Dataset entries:

· · · ·

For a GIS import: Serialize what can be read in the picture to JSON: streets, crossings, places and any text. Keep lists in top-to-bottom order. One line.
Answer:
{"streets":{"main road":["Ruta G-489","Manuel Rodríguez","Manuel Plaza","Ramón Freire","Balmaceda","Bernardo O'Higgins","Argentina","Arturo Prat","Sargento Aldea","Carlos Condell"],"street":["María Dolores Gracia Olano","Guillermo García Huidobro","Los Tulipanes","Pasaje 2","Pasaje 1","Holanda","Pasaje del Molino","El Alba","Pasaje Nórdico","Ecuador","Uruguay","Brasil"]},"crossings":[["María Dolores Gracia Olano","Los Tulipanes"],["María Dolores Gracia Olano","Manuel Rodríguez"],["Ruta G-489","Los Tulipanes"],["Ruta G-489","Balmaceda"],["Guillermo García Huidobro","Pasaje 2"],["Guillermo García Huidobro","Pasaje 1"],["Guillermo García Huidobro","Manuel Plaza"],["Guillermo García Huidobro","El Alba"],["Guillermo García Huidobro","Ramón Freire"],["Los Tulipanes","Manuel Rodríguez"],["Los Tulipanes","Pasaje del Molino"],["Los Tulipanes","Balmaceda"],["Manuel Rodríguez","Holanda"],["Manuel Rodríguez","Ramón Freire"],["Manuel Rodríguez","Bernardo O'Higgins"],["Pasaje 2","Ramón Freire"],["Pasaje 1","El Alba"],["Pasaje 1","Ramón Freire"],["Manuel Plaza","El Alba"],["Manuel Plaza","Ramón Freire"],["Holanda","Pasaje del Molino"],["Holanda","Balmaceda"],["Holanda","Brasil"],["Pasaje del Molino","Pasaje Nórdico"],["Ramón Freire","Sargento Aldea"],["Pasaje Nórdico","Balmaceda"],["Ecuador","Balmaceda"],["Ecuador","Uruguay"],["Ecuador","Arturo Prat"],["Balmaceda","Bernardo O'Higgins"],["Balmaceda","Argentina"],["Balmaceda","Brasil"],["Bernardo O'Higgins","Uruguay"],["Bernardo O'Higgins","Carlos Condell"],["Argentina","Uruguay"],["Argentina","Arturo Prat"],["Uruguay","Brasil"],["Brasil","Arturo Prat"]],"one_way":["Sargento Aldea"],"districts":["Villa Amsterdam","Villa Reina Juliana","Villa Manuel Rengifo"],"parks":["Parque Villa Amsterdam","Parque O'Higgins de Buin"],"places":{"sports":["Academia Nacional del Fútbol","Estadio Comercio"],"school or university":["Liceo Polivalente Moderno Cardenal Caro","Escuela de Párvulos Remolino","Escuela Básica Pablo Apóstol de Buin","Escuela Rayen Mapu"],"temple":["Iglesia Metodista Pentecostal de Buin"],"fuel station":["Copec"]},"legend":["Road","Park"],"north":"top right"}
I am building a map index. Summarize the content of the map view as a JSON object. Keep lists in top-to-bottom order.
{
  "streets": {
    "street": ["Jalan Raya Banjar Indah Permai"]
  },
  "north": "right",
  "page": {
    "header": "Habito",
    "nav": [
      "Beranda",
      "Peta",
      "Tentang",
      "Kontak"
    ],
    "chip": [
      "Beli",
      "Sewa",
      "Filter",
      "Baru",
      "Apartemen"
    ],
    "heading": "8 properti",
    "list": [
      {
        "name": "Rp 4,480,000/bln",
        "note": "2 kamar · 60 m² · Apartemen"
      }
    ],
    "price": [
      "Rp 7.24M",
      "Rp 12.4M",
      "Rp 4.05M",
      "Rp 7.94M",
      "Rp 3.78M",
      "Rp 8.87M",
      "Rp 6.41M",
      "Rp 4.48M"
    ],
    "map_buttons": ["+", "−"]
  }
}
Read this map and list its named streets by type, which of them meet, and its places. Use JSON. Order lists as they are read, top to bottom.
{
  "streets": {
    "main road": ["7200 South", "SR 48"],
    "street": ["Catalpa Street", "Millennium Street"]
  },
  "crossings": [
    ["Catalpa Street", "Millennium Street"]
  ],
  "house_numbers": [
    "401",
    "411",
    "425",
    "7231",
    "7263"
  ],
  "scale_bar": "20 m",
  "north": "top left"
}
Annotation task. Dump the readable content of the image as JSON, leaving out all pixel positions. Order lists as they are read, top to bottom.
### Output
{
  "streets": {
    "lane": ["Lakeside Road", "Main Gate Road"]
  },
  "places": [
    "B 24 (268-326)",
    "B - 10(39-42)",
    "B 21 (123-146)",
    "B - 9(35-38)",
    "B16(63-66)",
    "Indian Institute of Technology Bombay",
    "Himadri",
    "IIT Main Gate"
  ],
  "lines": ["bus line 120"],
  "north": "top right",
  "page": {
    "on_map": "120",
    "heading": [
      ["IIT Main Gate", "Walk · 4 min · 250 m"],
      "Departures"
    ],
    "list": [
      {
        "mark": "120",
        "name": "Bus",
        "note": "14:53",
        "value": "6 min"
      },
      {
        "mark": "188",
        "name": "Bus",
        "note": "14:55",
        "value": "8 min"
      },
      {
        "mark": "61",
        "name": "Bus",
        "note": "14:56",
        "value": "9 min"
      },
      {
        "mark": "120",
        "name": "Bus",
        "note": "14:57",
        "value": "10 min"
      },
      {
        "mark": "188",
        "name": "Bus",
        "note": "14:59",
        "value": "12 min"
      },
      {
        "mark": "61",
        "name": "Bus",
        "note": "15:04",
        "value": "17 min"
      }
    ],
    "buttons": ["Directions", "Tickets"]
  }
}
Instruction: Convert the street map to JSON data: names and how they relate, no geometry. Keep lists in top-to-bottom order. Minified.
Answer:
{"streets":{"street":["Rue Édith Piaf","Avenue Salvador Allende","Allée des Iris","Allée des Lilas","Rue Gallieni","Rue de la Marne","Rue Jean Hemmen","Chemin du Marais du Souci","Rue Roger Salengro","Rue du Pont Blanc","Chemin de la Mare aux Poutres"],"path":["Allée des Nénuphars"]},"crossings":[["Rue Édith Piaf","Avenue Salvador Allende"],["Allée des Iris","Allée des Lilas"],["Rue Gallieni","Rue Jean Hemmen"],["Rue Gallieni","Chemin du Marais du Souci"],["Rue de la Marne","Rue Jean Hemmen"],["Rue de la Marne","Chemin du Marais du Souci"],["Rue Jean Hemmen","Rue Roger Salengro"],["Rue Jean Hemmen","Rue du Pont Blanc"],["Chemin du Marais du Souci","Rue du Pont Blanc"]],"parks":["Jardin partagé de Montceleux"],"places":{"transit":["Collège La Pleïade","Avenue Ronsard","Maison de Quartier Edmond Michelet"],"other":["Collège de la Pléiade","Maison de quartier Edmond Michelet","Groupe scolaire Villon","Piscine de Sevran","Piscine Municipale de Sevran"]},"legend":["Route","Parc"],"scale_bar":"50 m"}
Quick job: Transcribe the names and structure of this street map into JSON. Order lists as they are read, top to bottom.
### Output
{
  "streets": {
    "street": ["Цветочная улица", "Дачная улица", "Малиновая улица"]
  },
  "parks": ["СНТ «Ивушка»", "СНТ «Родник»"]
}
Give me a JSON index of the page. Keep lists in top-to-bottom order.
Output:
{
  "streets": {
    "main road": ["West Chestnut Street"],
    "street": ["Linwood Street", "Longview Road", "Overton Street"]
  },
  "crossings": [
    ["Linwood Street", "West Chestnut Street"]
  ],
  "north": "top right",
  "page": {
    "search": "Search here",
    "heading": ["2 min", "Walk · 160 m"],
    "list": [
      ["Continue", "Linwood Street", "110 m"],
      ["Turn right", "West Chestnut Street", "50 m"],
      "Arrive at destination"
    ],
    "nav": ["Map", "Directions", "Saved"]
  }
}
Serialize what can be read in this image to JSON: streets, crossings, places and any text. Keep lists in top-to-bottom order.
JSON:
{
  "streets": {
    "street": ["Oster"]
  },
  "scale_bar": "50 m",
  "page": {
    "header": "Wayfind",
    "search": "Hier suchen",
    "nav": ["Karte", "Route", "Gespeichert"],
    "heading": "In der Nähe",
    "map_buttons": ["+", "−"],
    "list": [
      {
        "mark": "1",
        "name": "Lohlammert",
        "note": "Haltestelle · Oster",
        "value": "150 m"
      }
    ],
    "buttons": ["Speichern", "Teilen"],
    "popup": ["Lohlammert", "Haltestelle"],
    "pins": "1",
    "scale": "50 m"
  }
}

· · · ·

Among the lines of the data, which ones contain the word "Serialize"? Show them.

== THE ANSWER ==
For a GIS import: Serialize what can be read in the picture to JSON: streets, crossings, places and any text. Keep lists in top-to-bottom order. One line.
Serialize what can be read in this image to JSON: streets, crossings, places and any text. Keep lists in top-to-bottom order.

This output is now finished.